Your goal
Below are some records; output exactly the lines from the line with "Input: one rendered" to the line with "For a GIS import: Serialize", both ends kept, and nothing more.

Material shown

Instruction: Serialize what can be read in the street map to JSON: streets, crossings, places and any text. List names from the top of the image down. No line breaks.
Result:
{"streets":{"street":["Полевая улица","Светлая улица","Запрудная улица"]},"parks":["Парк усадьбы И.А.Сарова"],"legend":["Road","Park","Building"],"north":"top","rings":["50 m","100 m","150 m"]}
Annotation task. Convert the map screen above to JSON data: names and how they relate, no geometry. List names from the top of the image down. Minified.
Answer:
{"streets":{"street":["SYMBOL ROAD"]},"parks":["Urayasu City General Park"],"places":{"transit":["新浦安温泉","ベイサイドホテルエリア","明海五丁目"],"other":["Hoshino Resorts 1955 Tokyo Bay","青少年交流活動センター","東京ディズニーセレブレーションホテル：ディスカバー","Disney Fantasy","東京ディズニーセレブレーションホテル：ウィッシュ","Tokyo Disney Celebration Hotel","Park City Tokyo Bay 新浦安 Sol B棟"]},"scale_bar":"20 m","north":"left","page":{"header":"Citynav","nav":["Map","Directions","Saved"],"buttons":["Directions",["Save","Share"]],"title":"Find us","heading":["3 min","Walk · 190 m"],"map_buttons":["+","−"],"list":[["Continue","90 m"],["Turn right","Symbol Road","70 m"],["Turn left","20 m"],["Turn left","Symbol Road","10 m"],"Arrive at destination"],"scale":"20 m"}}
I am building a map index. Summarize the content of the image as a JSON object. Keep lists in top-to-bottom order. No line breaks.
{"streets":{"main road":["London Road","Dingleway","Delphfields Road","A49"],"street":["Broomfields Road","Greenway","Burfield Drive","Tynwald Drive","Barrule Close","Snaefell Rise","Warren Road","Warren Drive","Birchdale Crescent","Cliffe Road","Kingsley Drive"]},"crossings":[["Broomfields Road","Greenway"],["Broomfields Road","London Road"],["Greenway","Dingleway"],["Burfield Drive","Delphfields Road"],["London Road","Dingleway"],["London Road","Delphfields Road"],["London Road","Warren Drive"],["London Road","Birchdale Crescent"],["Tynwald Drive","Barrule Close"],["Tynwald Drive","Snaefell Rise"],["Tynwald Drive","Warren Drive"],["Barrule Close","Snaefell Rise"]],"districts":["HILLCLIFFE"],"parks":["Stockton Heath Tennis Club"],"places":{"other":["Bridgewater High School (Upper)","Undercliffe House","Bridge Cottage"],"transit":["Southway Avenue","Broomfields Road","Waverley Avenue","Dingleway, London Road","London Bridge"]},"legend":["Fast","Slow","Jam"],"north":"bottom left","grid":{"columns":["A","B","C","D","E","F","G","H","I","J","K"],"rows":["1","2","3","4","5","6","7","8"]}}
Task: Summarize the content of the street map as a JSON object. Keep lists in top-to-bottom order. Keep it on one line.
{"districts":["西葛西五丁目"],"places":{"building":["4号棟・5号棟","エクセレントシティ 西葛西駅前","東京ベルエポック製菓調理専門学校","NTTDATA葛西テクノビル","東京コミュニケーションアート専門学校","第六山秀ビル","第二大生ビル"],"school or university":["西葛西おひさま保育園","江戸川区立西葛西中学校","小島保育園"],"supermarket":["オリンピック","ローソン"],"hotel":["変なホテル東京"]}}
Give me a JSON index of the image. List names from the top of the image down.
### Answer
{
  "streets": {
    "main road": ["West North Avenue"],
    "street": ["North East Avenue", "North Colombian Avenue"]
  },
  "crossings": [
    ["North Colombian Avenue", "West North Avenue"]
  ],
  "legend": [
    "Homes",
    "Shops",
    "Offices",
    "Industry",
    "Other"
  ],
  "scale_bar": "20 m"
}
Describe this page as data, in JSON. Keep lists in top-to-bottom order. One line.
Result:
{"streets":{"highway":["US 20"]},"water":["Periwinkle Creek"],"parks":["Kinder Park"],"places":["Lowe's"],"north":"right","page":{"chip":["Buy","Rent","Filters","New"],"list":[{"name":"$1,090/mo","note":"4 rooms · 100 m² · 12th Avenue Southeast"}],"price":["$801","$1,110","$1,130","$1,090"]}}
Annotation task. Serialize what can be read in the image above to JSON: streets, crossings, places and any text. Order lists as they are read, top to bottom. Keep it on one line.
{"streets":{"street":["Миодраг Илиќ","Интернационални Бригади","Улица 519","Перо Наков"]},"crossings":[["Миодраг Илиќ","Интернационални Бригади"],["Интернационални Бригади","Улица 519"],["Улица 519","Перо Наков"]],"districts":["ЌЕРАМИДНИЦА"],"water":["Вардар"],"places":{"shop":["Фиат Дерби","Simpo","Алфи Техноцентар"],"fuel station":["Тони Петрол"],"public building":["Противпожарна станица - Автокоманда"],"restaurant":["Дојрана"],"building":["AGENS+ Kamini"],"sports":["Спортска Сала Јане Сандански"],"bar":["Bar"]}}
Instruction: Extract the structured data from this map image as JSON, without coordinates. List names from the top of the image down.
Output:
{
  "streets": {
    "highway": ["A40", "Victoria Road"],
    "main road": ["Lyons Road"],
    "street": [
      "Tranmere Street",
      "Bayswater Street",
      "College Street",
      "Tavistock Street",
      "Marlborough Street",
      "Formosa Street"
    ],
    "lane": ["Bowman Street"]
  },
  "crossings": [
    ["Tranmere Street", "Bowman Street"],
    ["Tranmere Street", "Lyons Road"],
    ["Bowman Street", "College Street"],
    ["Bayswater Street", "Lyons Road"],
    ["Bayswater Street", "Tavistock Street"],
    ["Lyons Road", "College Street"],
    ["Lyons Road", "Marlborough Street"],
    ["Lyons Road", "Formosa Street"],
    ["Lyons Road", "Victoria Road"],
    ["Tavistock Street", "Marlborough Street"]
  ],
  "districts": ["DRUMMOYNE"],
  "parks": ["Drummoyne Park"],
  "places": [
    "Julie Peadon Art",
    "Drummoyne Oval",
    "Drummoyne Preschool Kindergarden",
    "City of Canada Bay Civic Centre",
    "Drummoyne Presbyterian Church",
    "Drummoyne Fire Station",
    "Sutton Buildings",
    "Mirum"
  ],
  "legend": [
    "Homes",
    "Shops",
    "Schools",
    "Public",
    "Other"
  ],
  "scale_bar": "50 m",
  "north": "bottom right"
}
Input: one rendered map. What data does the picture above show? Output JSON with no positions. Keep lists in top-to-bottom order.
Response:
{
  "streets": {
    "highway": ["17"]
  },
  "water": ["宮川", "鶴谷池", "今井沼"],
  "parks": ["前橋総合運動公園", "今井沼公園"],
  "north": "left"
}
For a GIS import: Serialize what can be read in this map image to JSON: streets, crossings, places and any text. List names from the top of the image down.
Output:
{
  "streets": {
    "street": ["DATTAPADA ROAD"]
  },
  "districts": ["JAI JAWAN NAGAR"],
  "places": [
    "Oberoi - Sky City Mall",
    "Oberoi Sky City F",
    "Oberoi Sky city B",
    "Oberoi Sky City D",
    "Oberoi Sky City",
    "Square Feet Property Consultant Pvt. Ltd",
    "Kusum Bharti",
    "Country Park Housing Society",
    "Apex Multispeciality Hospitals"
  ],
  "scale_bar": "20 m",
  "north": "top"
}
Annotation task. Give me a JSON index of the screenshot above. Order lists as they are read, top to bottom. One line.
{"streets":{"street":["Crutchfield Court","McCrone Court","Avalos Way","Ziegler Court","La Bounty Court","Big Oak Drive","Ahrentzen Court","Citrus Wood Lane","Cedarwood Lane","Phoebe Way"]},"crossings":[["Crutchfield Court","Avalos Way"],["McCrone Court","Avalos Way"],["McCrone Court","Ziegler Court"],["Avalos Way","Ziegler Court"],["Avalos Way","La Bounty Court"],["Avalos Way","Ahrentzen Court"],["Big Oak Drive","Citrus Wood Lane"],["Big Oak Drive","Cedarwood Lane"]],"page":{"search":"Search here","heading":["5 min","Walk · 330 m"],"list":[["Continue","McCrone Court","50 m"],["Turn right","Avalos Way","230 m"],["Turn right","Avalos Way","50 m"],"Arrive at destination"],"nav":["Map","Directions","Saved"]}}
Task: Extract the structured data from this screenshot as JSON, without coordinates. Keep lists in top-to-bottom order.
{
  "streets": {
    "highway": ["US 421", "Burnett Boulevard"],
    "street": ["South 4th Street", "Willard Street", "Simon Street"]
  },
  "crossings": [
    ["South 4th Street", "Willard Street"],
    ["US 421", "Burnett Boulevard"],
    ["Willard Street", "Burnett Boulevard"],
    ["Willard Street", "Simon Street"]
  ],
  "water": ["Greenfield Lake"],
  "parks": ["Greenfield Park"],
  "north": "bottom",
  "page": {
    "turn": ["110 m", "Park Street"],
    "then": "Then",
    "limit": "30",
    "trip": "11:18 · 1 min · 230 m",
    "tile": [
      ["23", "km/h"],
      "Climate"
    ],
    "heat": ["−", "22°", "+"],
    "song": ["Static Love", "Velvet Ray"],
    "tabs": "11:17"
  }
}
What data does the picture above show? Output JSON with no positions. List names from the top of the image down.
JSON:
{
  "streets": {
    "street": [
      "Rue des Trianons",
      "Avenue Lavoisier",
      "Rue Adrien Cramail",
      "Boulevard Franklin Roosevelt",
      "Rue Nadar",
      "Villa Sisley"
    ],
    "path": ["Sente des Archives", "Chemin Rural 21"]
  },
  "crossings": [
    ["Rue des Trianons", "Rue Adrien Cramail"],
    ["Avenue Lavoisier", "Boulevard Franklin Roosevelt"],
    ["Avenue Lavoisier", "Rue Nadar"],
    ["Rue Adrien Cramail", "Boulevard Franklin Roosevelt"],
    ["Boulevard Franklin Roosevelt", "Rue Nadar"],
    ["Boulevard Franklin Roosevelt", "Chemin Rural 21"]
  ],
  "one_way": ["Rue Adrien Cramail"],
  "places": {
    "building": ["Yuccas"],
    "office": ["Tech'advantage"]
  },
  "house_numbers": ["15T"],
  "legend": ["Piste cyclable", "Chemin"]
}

Answer
Input: one rendered map. What data does the picture above show? Output JSON with no positions. Keep lists in top-to-bottom order.
Response:
{
  "streets": {
    "highway": ["17"]
  },
  "water": ["宮川", "鶴谷池", "今井沼"],
  "parks": ["前橋総合運動公園", "今井沼公園"],
  "north": "left"
}
For a GIS import: Serialize what can be read in this map image to JSON: streets, crossings, places and any text. List names from the top of the image down.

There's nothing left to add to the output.